C T Online Desk: The Sylhet City Corporation has finally got released from the grip of water stagnation after a week on Tuesday while the low-lying areas in Sylhet district are still reeling from flooding, with at least half a million still stranded and hundreds unable to leave flood shelters.
While basic utility services such as electricity and water supplies were still inaccessible to about 1.5 lakh city dwellers, the Sylhet City Corporation authorities asked people to clean their own household premises citing unavailability of equipment and manpower.
The condition of people stranded in rural areas of Sylhet and Sunamganj districts seems dire as water stagnation will delay their cultivation of next crops for at least about a month, depending on the dry weather spell, which is very unlikely.
‘People started leaving flood shelters but 6,646 are still in 345 flood shelters in Sylhet and Sunamganj districts,’ Atiqul Huq, director general, Department of Disaster Management, told New Age.
He adds that none died during the flooding impacting 126 unions in 22 upazilas of the two districts.
The Directorate General of Health Services, however, said that nine people were killed during flood between May 12 and 22.
The district relief and rehabilitation office estimated that about 5 lakh people were still stranded in floodwaters, especially in low-lying areas near the bank of Kushiyara.
‘Water is still pouring into Zakiganj from the upstream,’ said AKM Faysal, upazila nirbahi officer, Zakiganj.
Water still dominated the landscape of five of the nine unions in the upazila, the UNO said, adding that many country roads were still submerged.
New Age’s staff correspondent in Sylhet reported that 1.5 lakh people in six wards adjacent to the suburban areas lived with many crises while electricity and water supply are still suspended since May 17, the day the city corporation went under water overnight.
The city authorities started supplying water to the areas around 3:00pm on Tuesday but it did not help much for there was no electricity to lift the water from underground reservoirs.
People are still paying much for drinking water.
‘I hired a generator for three hours for Tk 35,000 to lift water from my underground reservoir,’ said Abdul Khaleque, an apartment building owner in the area.

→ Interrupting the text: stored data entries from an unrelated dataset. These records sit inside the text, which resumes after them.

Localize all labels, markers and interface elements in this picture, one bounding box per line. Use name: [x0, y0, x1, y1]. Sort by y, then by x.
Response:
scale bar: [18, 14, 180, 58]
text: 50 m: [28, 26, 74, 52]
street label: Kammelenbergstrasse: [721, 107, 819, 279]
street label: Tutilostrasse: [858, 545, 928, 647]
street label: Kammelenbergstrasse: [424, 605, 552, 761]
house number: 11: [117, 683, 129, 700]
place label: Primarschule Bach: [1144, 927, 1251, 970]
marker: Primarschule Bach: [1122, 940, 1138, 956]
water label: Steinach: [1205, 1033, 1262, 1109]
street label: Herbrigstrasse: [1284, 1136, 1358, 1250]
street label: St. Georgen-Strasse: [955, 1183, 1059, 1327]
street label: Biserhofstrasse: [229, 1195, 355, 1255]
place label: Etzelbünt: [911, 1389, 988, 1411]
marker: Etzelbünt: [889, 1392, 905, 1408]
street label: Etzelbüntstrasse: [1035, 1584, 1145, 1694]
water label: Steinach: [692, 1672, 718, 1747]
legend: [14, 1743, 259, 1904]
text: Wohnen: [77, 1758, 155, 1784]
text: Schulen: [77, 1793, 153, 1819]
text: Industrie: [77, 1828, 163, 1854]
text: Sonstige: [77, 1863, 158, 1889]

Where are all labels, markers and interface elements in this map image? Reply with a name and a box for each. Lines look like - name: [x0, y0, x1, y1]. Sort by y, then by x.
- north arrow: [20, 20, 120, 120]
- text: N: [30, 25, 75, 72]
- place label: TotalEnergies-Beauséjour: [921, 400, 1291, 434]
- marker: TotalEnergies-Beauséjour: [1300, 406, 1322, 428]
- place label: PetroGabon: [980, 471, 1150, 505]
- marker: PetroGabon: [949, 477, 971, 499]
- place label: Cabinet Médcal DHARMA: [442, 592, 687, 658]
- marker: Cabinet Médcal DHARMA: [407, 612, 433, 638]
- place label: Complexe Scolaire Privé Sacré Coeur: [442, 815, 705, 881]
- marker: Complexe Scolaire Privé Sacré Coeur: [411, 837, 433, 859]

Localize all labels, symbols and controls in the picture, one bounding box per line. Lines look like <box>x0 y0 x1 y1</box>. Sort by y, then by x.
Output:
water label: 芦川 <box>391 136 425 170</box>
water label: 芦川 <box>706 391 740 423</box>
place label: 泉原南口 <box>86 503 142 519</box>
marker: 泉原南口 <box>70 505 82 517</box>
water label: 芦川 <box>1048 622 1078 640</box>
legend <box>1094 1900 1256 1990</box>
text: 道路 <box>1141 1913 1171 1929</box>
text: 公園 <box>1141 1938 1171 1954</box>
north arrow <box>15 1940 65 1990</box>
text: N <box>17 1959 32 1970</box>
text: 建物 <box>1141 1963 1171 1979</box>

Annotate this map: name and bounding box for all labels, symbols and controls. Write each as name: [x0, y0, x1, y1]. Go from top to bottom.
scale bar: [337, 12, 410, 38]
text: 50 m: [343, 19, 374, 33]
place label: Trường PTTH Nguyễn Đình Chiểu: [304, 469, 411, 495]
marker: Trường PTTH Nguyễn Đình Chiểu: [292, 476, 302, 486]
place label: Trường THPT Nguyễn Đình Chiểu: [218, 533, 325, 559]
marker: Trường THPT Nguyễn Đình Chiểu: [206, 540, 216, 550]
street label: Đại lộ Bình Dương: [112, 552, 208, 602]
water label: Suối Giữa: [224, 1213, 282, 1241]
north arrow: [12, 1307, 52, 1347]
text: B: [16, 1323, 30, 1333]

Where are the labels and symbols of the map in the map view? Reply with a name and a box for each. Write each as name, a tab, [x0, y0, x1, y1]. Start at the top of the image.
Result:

The quality of the piped water supplied was very poor, complained the city dwellers.
The Sylhet City Corporation’s executive engineer Ruhul Alam said that the supply of electricity was expected to be restored in no time.
According to Jahidul Islam, chief health officer of the city corporation, they began taking steps to stem the potential post-flooding growth of mosquito populations but did not have the capacity to clean residential household premises polluted by the floodwaters.
The office of the civil surgeon warned people about a potential outbreak of diarrhoea if the city was not properly cleaned and drinking water supply could not be ensured immediately.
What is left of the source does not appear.